HOW TO COMPLETE THIS TASK
Repeat the data that follows, word for word, without the images.

SOURCE MATERIAL
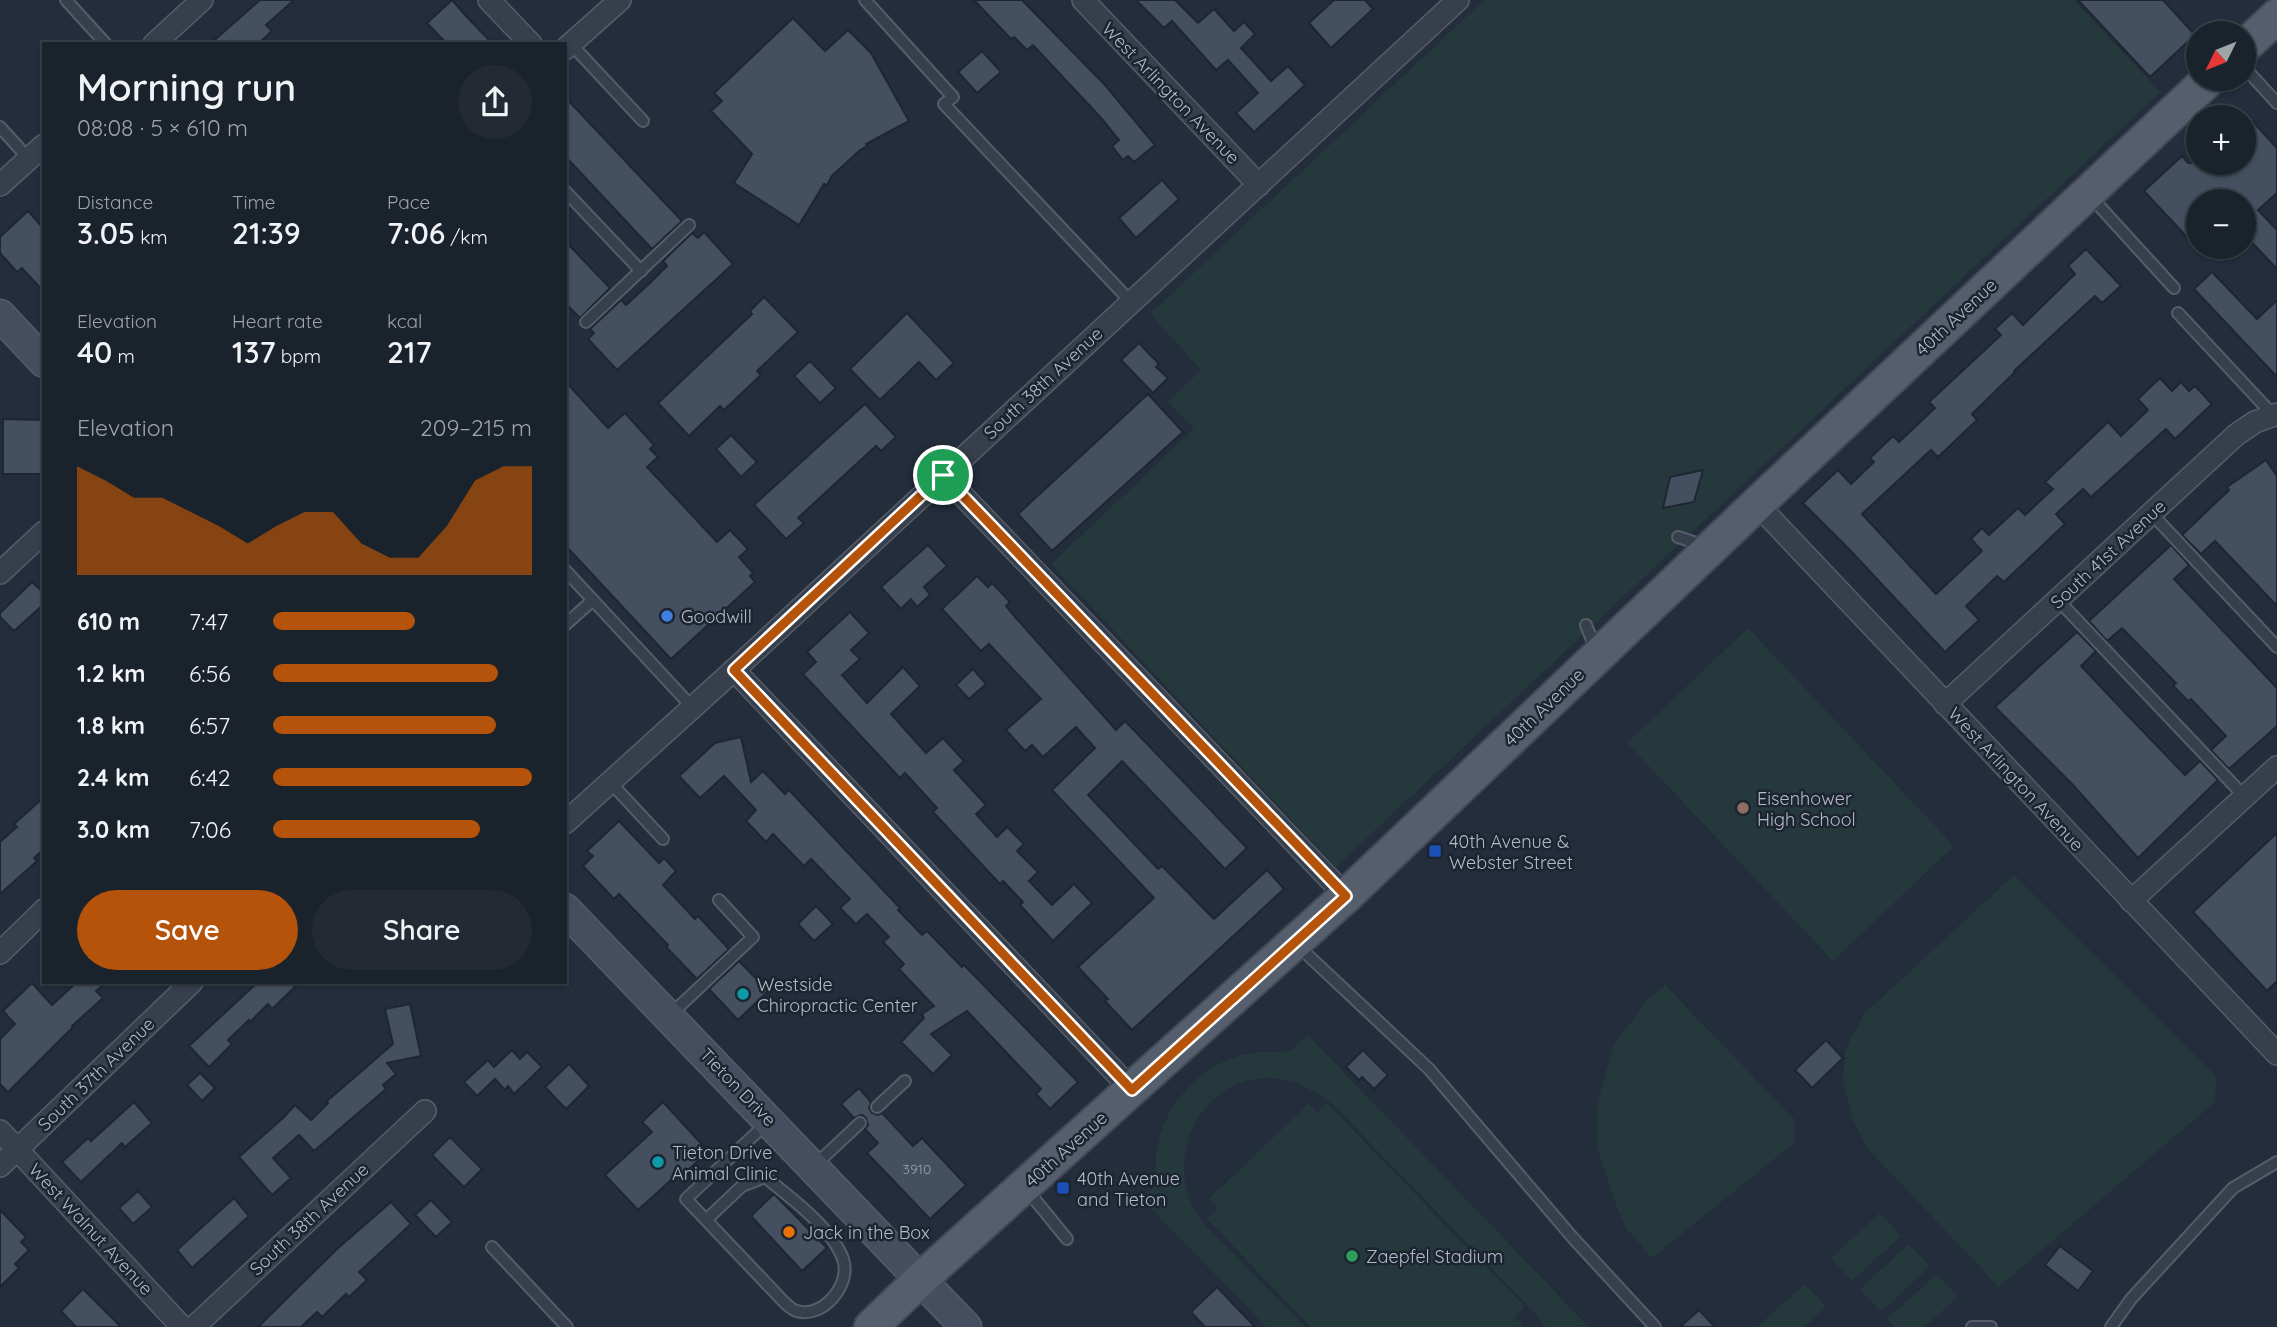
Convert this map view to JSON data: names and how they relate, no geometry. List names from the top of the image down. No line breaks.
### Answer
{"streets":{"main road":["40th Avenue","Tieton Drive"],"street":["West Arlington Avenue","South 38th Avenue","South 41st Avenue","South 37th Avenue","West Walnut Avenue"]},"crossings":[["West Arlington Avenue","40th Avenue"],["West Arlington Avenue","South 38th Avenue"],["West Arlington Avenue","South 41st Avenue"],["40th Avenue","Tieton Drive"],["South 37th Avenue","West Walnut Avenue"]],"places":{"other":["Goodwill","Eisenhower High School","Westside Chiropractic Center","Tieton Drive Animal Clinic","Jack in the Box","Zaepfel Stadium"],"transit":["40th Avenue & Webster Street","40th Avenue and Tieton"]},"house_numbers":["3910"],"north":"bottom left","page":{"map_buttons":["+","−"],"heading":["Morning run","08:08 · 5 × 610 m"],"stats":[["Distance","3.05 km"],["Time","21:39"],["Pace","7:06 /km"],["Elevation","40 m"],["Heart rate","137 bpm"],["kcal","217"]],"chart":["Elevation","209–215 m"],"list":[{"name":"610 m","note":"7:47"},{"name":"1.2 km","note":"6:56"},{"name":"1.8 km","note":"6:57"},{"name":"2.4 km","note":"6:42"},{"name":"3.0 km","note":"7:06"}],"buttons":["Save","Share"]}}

TASK RESPONSE
Convert this map view to JSON data: names and how they relate, no geometry. List names from the top of the image down. No line breaks.
### Answer
{"streets":{"main road":["40th Avenue","Tieton Drive"],"street":["West Arlington Avenue","South 38th Avenue","South 41st Avenue","South 37th Avenue","West Walnut Avenue"]},"crossings":[["West Arlington Avenue","40th Avenue"],["West Arlington Avenue","South 38th Avenue"],["West Arlington Avenue","South 41st Avenue"],["40th Avenue","Tieton Drive"],["South 37th Avenue","West Walnut Avenue"]],"places":{"other":["Goodwill","Eisenhower High School","Westside Chiropractic Center","Tieton Drive Animal Clinic","Jack in the Box","Zaepfel Stadium"],"transit":["40th Avenue & Webster Street","40th Avenue and Tieton"]},"house_numbers":["3910"],"north":"bottom left","page":{"map_buttons":["+","−"],"heading":["Morning run","08:08 · 5 × 610 m"],"stats":[["Distance","3.05 km"],["Time","21:39"],["Pace","7:06 /km"],["Elevation","40 m"],["Heart rate","137 bpm"],["kcal","217"]],"chart":["Elevation","209–215 m"],"list":[{"name":"610 m","note":"7:47"},{"name":"1.2 km","note":"6:56"},{"name":"1.8 km","note":"6:57"},{"name":"2.4 km","note":"6:42"},{"name":"3.0 km","note":"7:06"}],"buttons":["Save","Share"]}}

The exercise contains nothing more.